Em meados de fevereiro de 2021 a água estava em 1,4 metro em Ladário. Agora, conforme mostram os dados da Marinha, alcança apenas 70 centímetros, quando a média histórica para esse período do ano é de 1,94m. Em Cáceres, segundo o último boletim, divulgado no dia 8, o nível caiu para 1,6m. O normal será 4,2m.
A escassez de água afeta toda a Bacia do Alto Paraguai, segundo as medições do Ministério das Minas e Energia. Em Barra dos Bugres o nível caiu de 3,2m para 0,96m; em Santo Antonio do Leverger, nível do rio Cuiabá está em 3,34m, quando a média para essa época seria 6,21m.
No baixo Pantanal a situação é bem pior. Em Forte Coimbra, região de Corumbá, o nível medido no último dia 8 era de 0,56m abaixo de zero, quando a média normal seria 1,49m. no Pantanal de Nabileque, em Porto Murtinho, a marca é de 1,67m quando a média é de 3,28m.

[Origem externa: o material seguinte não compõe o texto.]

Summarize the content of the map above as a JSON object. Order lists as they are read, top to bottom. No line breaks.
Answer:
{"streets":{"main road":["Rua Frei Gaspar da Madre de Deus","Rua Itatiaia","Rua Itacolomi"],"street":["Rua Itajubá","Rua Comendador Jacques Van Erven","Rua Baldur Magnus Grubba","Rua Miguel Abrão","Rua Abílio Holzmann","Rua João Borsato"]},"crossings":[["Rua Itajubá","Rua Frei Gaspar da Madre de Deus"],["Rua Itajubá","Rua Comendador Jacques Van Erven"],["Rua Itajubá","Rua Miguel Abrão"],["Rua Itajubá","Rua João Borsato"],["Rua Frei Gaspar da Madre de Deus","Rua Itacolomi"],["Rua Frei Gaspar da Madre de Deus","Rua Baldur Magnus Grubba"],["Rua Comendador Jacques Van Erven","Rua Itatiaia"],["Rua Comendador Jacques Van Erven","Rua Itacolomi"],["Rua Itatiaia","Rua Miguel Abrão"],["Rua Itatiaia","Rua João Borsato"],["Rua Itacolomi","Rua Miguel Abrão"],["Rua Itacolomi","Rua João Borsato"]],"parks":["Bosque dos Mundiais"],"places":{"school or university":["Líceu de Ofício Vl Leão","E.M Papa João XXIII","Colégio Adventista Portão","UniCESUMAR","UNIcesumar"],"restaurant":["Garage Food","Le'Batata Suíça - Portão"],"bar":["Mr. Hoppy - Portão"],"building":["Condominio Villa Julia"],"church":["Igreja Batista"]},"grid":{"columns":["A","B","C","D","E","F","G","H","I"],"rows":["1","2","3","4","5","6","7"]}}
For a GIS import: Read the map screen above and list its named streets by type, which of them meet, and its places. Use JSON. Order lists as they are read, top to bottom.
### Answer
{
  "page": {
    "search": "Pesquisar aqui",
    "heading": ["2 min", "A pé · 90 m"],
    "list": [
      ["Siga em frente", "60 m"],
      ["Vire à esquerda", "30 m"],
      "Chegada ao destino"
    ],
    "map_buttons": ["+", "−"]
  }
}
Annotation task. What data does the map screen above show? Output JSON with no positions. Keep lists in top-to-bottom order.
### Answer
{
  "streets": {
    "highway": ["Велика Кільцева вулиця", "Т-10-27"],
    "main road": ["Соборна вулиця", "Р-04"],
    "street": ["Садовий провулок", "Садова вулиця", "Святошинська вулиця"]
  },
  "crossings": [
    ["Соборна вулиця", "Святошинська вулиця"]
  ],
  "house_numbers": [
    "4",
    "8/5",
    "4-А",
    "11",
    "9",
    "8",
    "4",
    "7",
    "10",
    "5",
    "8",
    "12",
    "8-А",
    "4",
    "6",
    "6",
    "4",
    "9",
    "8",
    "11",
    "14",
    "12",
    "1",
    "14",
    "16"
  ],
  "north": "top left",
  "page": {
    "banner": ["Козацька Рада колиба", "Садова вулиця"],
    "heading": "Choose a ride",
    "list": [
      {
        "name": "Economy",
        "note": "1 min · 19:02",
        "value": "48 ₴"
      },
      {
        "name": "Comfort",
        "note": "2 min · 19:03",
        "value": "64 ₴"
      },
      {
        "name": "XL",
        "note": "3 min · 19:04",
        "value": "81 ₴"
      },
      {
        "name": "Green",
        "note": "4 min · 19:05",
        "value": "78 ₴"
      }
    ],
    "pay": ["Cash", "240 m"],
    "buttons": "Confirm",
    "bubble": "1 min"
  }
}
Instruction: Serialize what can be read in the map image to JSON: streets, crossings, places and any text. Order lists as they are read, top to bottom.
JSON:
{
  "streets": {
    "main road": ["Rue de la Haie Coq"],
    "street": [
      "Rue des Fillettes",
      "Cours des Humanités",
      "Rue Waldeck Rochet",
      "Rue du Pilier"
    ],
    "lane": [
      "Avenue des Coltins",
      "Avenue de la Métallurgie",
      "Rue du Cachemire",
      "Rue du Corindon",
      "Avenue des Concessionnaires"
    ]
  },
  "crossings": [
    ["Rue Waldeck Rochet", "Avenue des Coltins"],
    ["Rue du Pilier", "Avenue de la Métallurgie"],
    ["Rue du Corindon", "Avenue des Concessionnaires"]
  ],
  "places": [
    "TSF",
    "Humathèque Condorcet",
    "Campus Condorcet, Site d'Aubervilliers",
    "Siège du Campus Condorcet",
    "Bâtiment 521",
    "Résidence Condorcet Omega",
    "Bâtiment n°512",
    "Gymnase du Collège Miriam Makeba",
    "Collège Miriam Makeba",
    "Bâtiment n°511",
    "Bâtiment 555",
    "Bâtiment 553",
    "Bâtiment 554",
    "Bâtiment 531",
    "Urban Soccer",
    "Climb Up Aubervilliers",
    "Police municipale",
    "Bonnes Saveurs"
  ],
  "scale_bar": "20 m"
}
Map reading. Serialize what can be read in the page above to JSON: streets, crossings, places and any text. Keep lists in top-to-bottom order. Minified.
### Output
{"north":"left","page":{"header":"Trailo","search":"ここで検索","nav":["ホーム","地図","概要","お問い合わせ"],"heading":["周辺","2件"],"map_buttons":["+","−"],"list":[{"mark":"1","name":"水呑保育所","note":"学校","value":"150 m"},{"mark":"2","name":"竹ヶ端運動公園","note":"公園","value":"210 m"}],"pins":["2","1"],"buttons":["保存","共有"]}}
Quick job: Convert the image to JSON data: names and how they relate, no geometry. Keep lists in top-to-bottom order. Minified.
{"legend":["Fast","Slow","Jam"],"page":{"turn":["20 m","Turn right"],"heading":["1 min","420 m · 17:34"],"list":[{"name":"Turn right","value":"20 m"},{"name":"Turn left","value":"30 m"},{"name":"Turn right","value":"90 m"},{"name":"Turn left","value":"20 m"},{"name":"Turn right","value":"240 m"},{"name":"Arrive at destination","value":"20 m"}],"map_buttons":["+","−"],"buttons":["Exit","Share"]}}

As chuvas de outubro até janeiro deste ano não “refrescaram” os rios Miranda e Aquidauana, que são afluentes importantes para a cheia do rio Paraguai. As medições do último dia 8 indicaram 1,64m contra a média de 4,64 no rio Miranda e 1,84m contra a média histórica de 2,52 no rio Aquidauana.
O que diz o Serviço Geológico do Brasil
De acordo com o Sistema de Alerta Hidrológico da Bacia Hidrográfica do Rio Paraguai (SAH Paraguai) e o Serviço Geológico do Brasil (SGB), julho de 2023 foi a época em que o rio Paraguai atingiu seu melhor nível observado na estação fluviométrica de Ladário desde 2019: 4,15 metros. Foi uma cheia pequena, mas representativa diante da estiagem dos anos anteriores.
Segundo a classificação do Relatório Final do Programa de Ações Estratégicas para o Gerenciamento Integrado do Pantanal e da Bacia do Alto Paraguai, para que seja considerada “cheia”, o nível do rio na estação de Ladário precisa atingir no mínimo 4 metros. Com variação até 5m é considerada “cheia pequena”. Entre 5m e 6m, “cheia normal” e, a partir desse nível, “cheia grande”. A maior cheia aconteceu em 1988, quando o nível alcançou 6,64m.
A estação fluviométrica de Ladário é uma das referências para acompanhar o comportamento do nível do rio Paraguai, por estar na região central do Pantanal. Desde 1900 a estação é monitorada, e são gerados dados.
Seca no Pantanal – Desde 2019, o Rio Paraguai reflete os impactos da estiagem na região. Nesse ano, o nível de água alcançou, no máximo, 3,92 m. Em 2020, reduziu ainda mais e atingiu 2,06m e, em 2021, registrou um dos mais baixos níveis de cheia da série histórica: apenas 1,84 m. Desde o início da década de 1970, os níveis não ficavam tão baixos durante a cheia. Já em 2022, a cota máxima foi de 2,64m.
Os níveis baixos de água do rio Paraguai afetam todo o ecossistema pantaneiro, que é caracterizado por ser uma planície de inundação. Considerado a “calha d’água da bacia hidrográfica”, o rio acumula água e, quando cheio, transborda, gerando o pulso de inundação, o que contribui para o equilíbrio ecológico do bioma. A dinâmica de estiagem e cheia faz parte do ecossistema do Pantanal. No entanto, entre 2019 e 2022, o bioma esteve exposto a um evento de seca extrema.